Les racines vétérotestamentaires de la Grâce divine

Depuis quelques étapes, nous observons l’importance primordiale que le terme “signe” a prise dans le Nouveau Testament – ainsi que, par conséquent, dans le langage théologique chrétien également - pour désigner les interventions miraculeuses que Dieu opère dans la vie des êtres humains.
Aujourd'hui nous nous arrêtons par contre sur un autre terme en rapport avec le Surnaturel, à savoir “Grâce”... vocable qui est, entre autre, très utilisé dans le langage populaire chez les croyants qui s’adressent au Seigneur pour Lui demander une grâce spéciale... et/ou pour Le remercier pour les grâces reçues.
Pour comprendre ce terme, référé dans certains cas particuliers à ce que, dans le langage théologique, on appelle des “grâces actuelles”... il est utile d’ouvrir une parenthèse relativement au concept théologique qui en est le fondement, c'est-à-dire – précisément – celui de “Grâce” (du latin gratia, traduction du grec cháris, “bénévolence”, “faveur”).

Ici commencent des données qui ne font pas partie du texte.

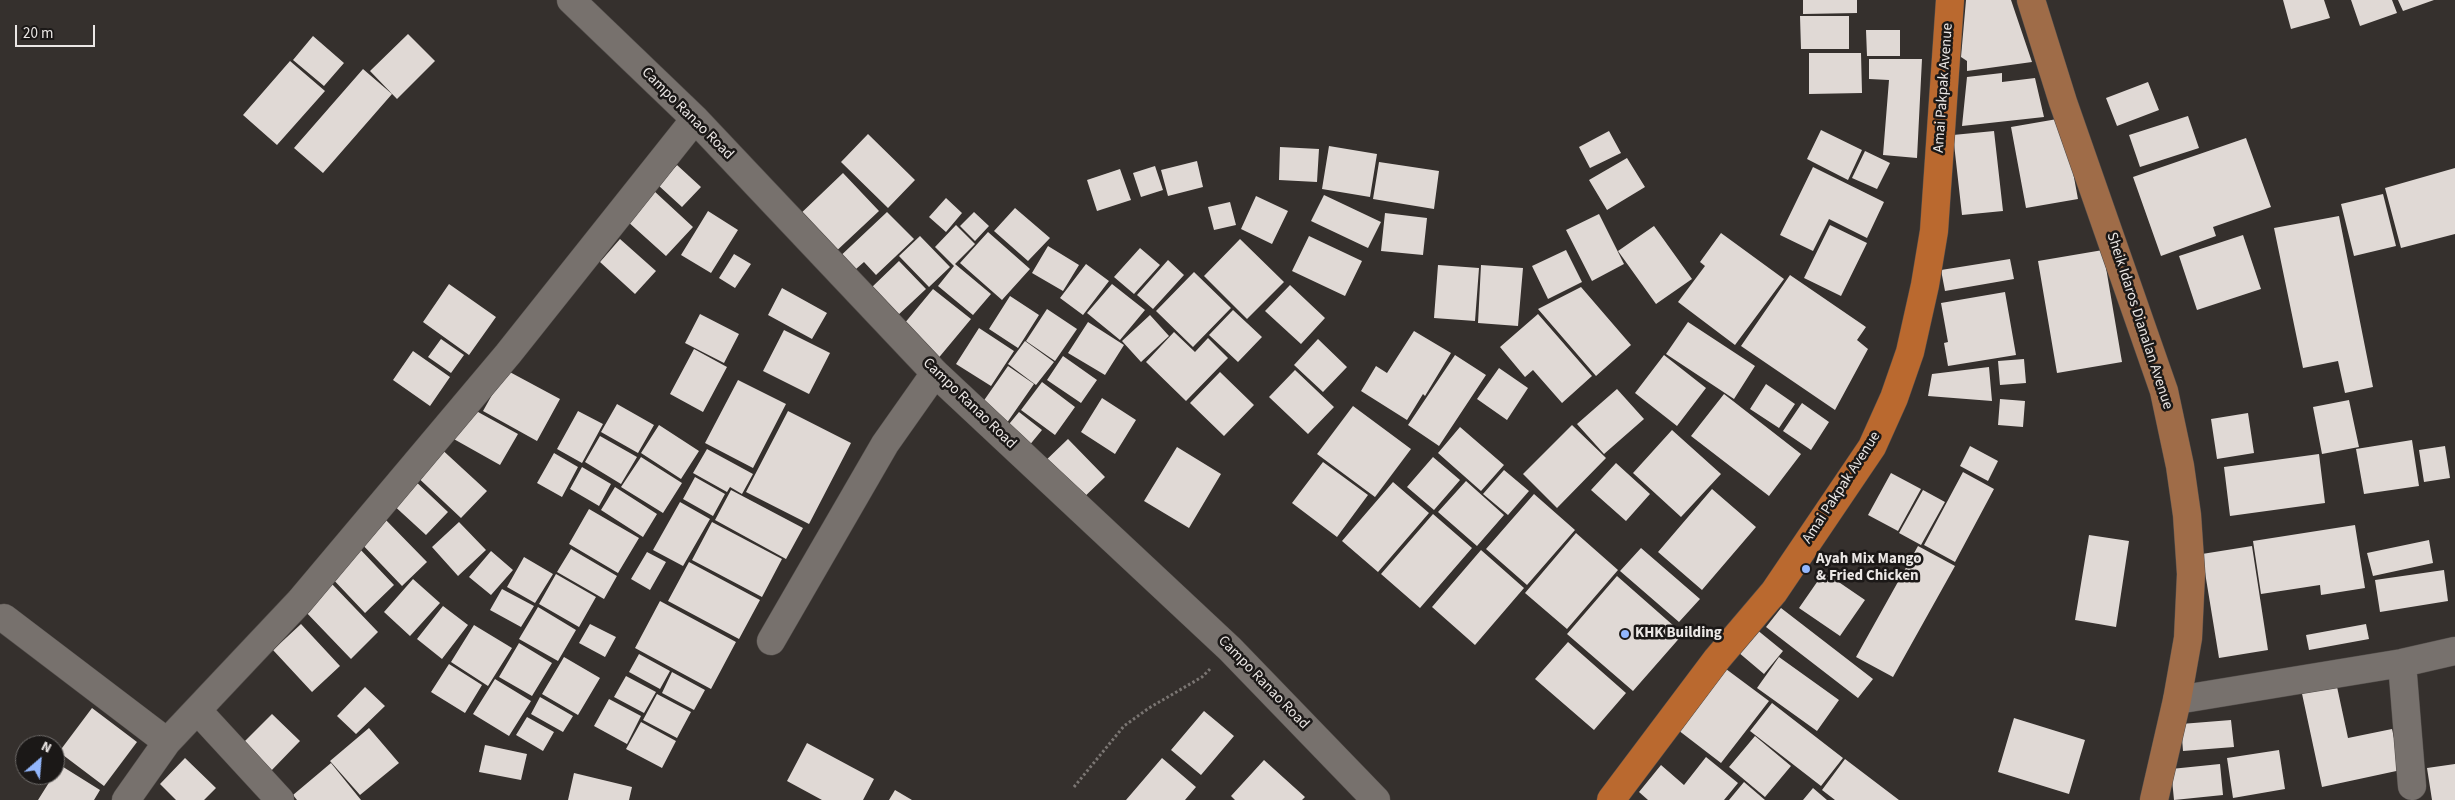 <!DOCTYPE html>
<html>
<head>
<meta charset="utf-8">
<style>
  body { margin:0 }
  #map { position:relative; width:2455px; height:800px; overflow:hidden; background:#35302d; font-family:"Source Sans 3",sans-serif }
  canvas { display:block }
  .north { position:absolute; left:15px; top:735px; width:50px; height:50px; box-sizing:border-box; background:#1b1817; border:1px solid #6e6b69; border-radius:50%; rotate:27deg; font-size:14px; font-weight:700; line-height:20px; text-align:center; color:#ebe7e5 }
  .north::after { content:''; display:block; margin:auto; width:18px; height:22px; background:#93b7fd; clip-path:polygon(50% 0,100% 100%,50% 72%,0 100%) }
  .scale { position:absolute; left:15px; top:25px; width:80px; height:22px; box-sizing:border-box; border:2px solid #ebe7e5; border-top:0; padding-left:6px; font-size:15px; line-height:18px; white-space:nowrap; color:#ebe7e5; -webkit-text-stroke:4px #1b1817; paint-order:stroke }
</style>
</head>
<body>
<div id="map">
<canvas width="2455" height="800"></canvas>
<div class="north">N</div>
<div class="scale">20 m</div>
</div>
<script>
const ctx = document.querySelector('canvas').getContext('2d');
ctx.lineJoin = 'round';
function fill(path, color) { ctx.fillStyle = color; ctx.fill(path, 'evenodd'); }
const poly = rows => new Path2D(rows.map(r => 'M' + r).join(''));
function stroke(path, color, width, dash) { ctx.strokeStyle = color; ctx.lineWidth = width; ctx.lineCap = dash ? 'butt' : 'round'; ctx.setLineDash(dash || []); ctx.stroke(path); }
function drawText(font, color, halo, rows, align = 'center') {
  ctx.font = font + ' "Source Sans 3",sans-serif'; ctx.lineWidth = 5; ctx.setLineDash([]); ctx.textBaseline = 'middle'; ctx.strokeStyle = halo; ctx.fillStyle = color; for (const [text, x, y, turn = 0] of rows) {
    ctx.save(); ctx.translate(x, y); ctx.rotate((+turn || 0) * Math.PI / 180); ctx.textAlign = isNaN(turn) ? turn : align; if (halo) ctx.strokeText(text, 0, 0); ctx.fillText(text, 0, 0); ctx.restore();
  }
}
const building = poly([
  [1803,0,1857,0,1857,13,1803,14],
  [1966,0,2011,0,2032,62,1967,71,1967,61,1961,57],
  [2283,0,2324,0,2330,18,2291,29],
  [2351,0,2392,0,2397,13,2360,26],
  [2398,0,2434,0,2403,11],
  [1800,16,1849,16,1849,49,1801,49],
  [1866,30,1900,30,1900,56,1867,56],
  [408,34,435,61,397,99,370,71],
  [313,36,344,63,324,86,293,60],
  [1809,53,1861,53,1862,93,1809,94],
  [1869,59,1922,59,1917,158,1883,155,1889,80,1869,79],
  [290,61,325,91,277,145,243,115],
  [363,69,392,94,323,173,294,148],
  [2002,73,2002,82,2035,78,2044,117,1962,126,1967,77],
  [2148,82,2159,110,2117,126,2106,98],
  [2188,116,2199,148,2140,167,2129,135],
  [2063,118,2078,199,2026,208,2011,127],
  [1821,130,1862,150,1848,180,1807,159],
  [1609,131,1621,153,1590,168,1579,147],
  [1994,131,2003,211,1962,215,1953,135],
  [868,134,915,180,888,208,841,162],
  [2246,138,2271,207,2213,227,2216,236,2161,256,2133,177],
  [1329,146,1377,154,1370,197,1322,189],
  [1280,147,1319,149,1317,182,1279,180],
  [1865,151,1890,163,1877,189,1852,178],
  [1627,158,1645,187,1607,210,1589,180],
  [1197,161,1203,187,1168,196,1161,170],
  [1379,162,1439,171,1434,209,1373,199],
  [677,165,701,187,682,207,658,185],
  [1155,166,1163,190,1141,197,1133,173],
  [1813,167,1884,202,1867,238,1829,219,1813,251,1780,235],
  [2455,168,2455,234,2401,248,2385,188],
  [1120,169,1131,200,1097,211,1087,180],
  [843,173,879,211,831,256,796,218],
  [653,190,693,227,666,256,626,220],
  [2383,194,2396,246,2354,256,2341,204],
  [1324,195,1381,222,1368,248,1311,221],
  [1256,196,1288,211,1272,244,1241,229],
  [946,198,962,213,946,232,929,217],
  [1230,202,1236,225,1214,230,1208,207],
  [1015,208,1050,238,1028,261,994,231],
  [708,211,738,230,711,273,681,255],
  [887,212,914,239,876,275,864,262,848,276,834,262],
  [974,212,989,226,975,241,960,226],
  [1385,213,1427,218,1423,255,1381,251],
  [1599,214,1624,264,1592,281,1566,230],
  [2339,216,2373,387,2345,393,2338,361,2303,368,2274,228],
  [956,225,975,244,955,264,991,294,973,315,938,286,954,266,935,247],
  [1830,225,1867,243,1841,296,1804,278],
  [1654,226,1692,279,1656,304,1618,251],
  [988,232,1030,269,1002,300,960,263],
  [1721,233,1784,279,1735,345,1678,302,1705,266,1700,262],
  [2243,235,2261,289,2197,310,2179,256],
  [920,236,950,267,929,287,899,256],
  [1309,236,1362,261,1345,296,1292,271],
  [620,239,656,271,635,294,600,262],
  [1240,239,1284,282,1247,319,1204,276],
  [1048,246,1079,265,1063,291,1032,273],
  [1140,248,1160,265,1134,294,1114,277],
  [1566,250,1582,282,1548,299,1532,266],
  [2103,250,2122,362,2057,373,2038,261],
  [734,254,751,264,735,288,719,278],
  [2010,259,2014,279,1945,291,1941,270],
  [1168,260,1184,275,1153,309,1137,295],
  [899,261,926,289,897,316,871,288],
  [1086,264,1109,281,1083,315,1060,298],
  [1438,265,1479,268,1475,321,1434,318],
  [1481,265,1523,268,1518,326,1478,323],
  [1194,272,1231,308,1193,347,1156,311],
  [1790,275,1866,327,1857,340,1868,349,1835,410,1741,346],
  [449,284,496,317,469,355,423,322],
  [1112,284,1145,310,1120,340,1087,313],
  [1290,285,1325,318,1301,344,1265,311],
  [1581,287,1631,345,1596,376,1538,309],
  [782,288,827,313,812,339,768,315],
  [933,289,971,319,936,361,899,330],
  [2005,292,2016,355,1948,366,1944,343,1948,342,1941,303],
  [1010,296,1039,315,1018,348,989,329],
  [1047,309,1077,329,1055,361,1026,341],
  [1233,310,1262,337,1238,362,1209,335],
  [700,314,739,334,724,363,685,343],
  [1538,314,1592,376,1562,403,1533,370,1525,377,1500,347],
  [1150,315,1169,336,1141,362,1122,341],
  [1088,322,1124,345,1105,375,1068,353],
  [1688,322,1755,366,1734,399,1666,354],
  [979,328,1014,351,991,386,956,364],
  [784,330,830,353,809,394,763,371],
  [1414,331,1451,353,1425,396,1423,394,1407,420,1361,391,1376,366,1387,373],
  [1174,332,1195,352,1208,338,1228,358,1186,401,1146,362],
  [441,339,464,355,451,373,428,357],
  [1318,339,1347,367,1323,392,1294,365],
  [1025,341,1054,362,1036,385,1008,364],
  [694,349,727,367,703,412,670,394],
  [413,351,450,377,430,406,393,380],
  [1455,355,1486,375,1439,446,1408,425],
  [1664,355,1706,388,1677,426,1635,393],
  [1063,356,1097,380,1081,403,1047,380],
  [2024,359,2026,383,2000,385,1998,361],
  [1008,366,1034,384,1004,427,978,409],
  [1989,367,1992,401,1928,396,1932,374],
  [1499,368,1528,388,1507,420,1477,399],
  [506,370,560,399,537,441,483,411],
  [1295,370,1334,407,1308,434,1269,397],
  [1220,372,1254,405,1224,436,1190,403],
  [738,380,786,404,753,468,705,443],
  [1042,382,1075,407,1055,435,1021,410],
  [1766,384,1795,404,1779,428,1750,409],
  [1617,389,1644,419,1604,454,1577,424],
  [1724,394,1801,454,1769,496,1691,436],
  [1102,398,1136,420,1115,454,1081,432],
  [2000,399,2025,401,2023,427,1998,425],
  [2349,400,2359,447,2322,454,2313,407],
  [1802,403,1829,422,1811,450,1783,431],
  [617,404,654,425,638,453,601,432],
  [1353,406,1411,449,1375,497,1317,454],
  [469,407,518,434,500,465,452,438],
  [578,411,603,424,582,463,557,449],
  [788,411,851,443,809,524,746,492],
  [1019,412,1042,430,1028,447,1005,429],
  [2248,413,2254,453,2217,459,2211,419],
  [659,425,699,451,681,479,641,453],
  [1572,425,1606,458,1557,508,1523,474],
  [1460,427,1504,465,1481,491,1438,453],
  [1672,430,1721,474,1681,517,1633,473],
  [600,436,637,457,621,484,585,462],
  [1068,439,1105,477,1078,503,1041,465],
  [2412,440,2419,486,2364,494,2356,449],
  [437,445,487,491,461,518,412,472],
  [1970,446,1998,461,1988,481,1960,466],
  [2445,446,2450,478,2424,482,2419,450],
  [1177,447,1221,474,1189,528,1144,501],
  [707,449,753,474,742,494,730,487,727,492,693,473],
  [554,453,578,467,562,497,537,483],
  [2319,454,2325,503,2230,516,2224,467],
  [641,457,682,483,663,513,621,487],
  [1433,457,1460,480,1434,510,1407,487],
  [1323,462,1368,495,1337,537,1292,503],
  [1616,463,1650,494,1626,521,1591,490],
  [582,467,611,484,599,506,570,489],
  [1504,470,1529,491,1508,515,1483,494],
  [1963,472,1994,489,1955,562,1924,545],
  [1891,473,1921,489,1898,531,1868,515],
  [695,477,725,494,713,516,683,499],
  [412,478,448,512,426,535,390,502],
  [1466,481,1504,515,1477,546,1438,512],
  [1393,482,1429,513,1378,572,1342,541],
  [615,487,657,514,643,537,601,510],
  [1712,489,1756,527,1702,590,1658,552],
  [731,490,803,528,786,559,715,520],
  [1923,490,1945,502,1921,545,1899,533],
  [1534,494,1575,530,1527,585,1486,549],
  [680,502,710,519,683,566,653,550],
  [589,509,639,538,618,573,569,544],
  [1433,514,1472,548,1420,608,1381,574],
  [383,517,427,562,402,586,358,540],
  [459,522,486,550,458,576,432,547],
  [712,522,782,559,762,597,692,560],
  [2355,525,2365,588,2321,595,2320,585,2261,594,2253,541],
  [1576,533,1618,570,1567,629,1525,593],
  [2089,535,2129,541,2116,627,2075,620],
  [2429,540,2433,563,2373,576,2367,553],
  [1918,546,1955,566,1893,677,1856,657],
  [2252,546,2268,650,2219,658,2202,554],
  [358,547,394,585,365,613,329,575],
  [1641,548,1700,599,1679,622,1620,571],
  [571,549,617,576,604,599,557,572],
  [1481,550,1524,588,1475,645,1432,607],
  [491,551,513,570,491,595,469,577],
  [647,552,666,562,650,590,631,579],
  [524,557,553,574,535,603,507,587],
  [689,562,760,600,739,639,668,601],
  [2444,570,2448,601,2380,612,2375,580],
  [1824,572,1865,600,1840,636,1799,608],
  [556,574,596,597,579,627,539,604],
  [1617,576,1683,634,1633,691,1567,634],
  [413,579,440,603,410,636,384,612],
  [331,583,378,632,351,659,303,609],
  [502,589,534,606,521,627,490,610],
  [660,601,736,642,711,689,635,648],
  [443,606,468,625,442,659,417,639],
  [538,607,576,630,558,661,519,639],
  [1781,608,1873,679,1858,698,1766,627],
  [301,624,340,666,312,692,273,650],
  [590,624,616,637,605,657,579,643],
  [2366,624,2369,639,2309,650,2306,635],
  [474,625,512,648,488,686,451,662],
  [1756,629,1783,651,1764,674,1738,652],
  [1568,642,1626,693,1594,730,1535,679],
  [519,643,552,663,532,696,499,677],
  [639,654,670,671,660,689,629,672],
  [564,657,600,678,578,715,542,694],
  [1779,657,1839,700,1817,731,1757,688],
  [449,664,482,685,465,713,431,692],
  [1726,669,1769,701,1721,763,1678,730],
  [672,672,705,690,694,710,662,693],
  [626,676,656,692,644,713,614,697],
  [495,679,531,701,509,736,473,714],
  [2336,682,2348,738,2392,729,2401,770,2322,787,2301,689],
  [365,687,385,706,356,734,337,716],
  [657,694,691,712,677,738,643,720],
  [540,697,573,716,563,732,531,714],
  [609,699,641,716,627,744,594,726],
  [1772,703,1843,758,1821,786,1750,731],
  [92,708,137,742,104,786,59,752],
  [1204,711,1234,736,1201,775,1171,750],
  [272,714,300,741,269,773,241,745],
  [527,717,554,732,543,751,516,735],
  [2014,718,2085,740,2069,794,1998,772],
  [2231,720,2234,747,2183,751,2181,724],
  [641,722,676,741,662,768,626,749],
  [369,728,399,763,360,795,330,761],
  [1755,736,1791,766,1765,797,1729,767],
  [807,743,874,779,863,800,822,800,787,781],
  [485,745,527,754,521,780,479,772],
  [2279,750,2285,789,2233,798,2227,758],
  [1706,757,1738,783,1724,800,1648,800,1639,792,1661,765,1684,785],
  [185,758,216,788,204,800,176,800,160,784],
  [1162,758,1196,787,1185,800,1126,800],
  [1845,759,1899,800,1835,800,1822,790],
  [1264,760,1305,797,1302,800,1235,800,1231,796],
  [331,763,361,800,297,800,293,795],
  [2220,764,2223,795,2174,800,2171,769],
  [2455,764,2455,800,2432,800,2427,768],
  [60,765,100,790,94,800,38,800],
  [574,773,632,787,629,800,568,800],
  [1744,782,1765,800,1729,800],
  [1813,788,1827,800,1803,800],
  [895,790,912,800,889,800]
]);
const path = poly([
  [1074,787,1124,726,1149,708,1202,677,1210,669]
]);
const street = poly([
  [571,0,695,119,935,373,1230,649,1376,800],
  [4,618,167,742],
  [771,641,885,444,935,373],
  [2402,663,2412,786],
  [2177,700,2402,663,2455,651],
  [198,711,280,800],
  [126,800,167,742,300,601,508,354,695,119]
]);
const primary = poly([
  [2031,0,2063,102,2164,391,2180,466,2187,515,2191,574,2188,638,2177,700,2154,800]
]);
const highway = poly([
  [1611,800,1717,659,1774,592,1872,447,1894,398,1910,352,1925,285,1934,231,1950,0]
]);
const markers = [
  [1806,569,5,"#93b7fd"],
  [1625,634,5,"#93b7fd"]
];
const streetNames = [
  ["Amai Pakpak Avenue",1944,88,-86],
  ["Campo Ranao Road",687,114,45],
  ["Sheik Idaros Dianalan Avenue",2139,321,72],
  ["Campo Ranao Road",969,404,44],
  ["Amai Pakpak Avenue",1842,488,-57],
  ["Campo Ranao Road",1263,683,46]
];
const poiNames = [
  ["Ayah Mix Mango",1816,560],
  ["& Fried Chicken",1816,577],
  ["KHK Building",1635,634]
];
fill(building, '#e0d9d5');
stroke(street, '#534e4b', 29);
stroke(primary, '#534e4b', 29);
stroke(highway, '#534e4b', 29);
stroke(path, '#7b7673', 3, [2.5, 2.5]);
stroke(street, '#77716d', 28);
stroke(primary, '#9f6c48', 28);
stroke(highway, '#ba692f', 28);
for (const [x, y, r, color] of markers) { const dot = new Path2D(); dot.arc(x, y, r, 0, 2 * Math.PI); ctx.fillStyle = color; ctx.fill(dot); stroke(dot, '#1b1817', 2); }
drawText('15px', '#ebe7e5', '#1b1817', streetNames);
drawText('bold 15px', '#ebe7e5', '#1b1817', poiNames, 'left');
</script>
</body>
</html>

Dans la perspective chrétienne, la Grâce peut être définie comme l’action d’amour salvifique que Dieu opère en faveur de l’être humain, et qui atteint son point culminant à travers l’incarnation christique du Verbe (cf. Jn 1,14.17).
Cette conception de la Grâce a ses racines bibliques dans les pages de l'Ancien Testament, où l’on trouve aussi, par exemple, la significative profession de foi dans le Seigneur contenue dans le livre de l’Exode : “Dieu de miséricorde et de pitié, lent à la colère, riche en grâce et en fidélité” (Ex 34,6; cf. Ps 103,8).
Le sens de cette expression peut être compris si l’on considère que dans l'Hébraïsme, la bénévolence de Yahvé envers le peuple d'Israël est fondée sur le concept d’ alliance (en hébreu “berit”), c'est-à-dire sur la donation personnelle que Dieu fait à son peuple à travers sa propre initiative unilatérale, par laquelle Il accorde aux israélites d’entrer dans une relation d’alliance avec Lui par pure Grâce, c'est-à-dire par un don d’amour gratuit et salvifique... et c’est justement ce divin Amour d’auto-communication, qui constitue le contenu de ce Pacte d’Alliance conclu par Dieu avec son peuple.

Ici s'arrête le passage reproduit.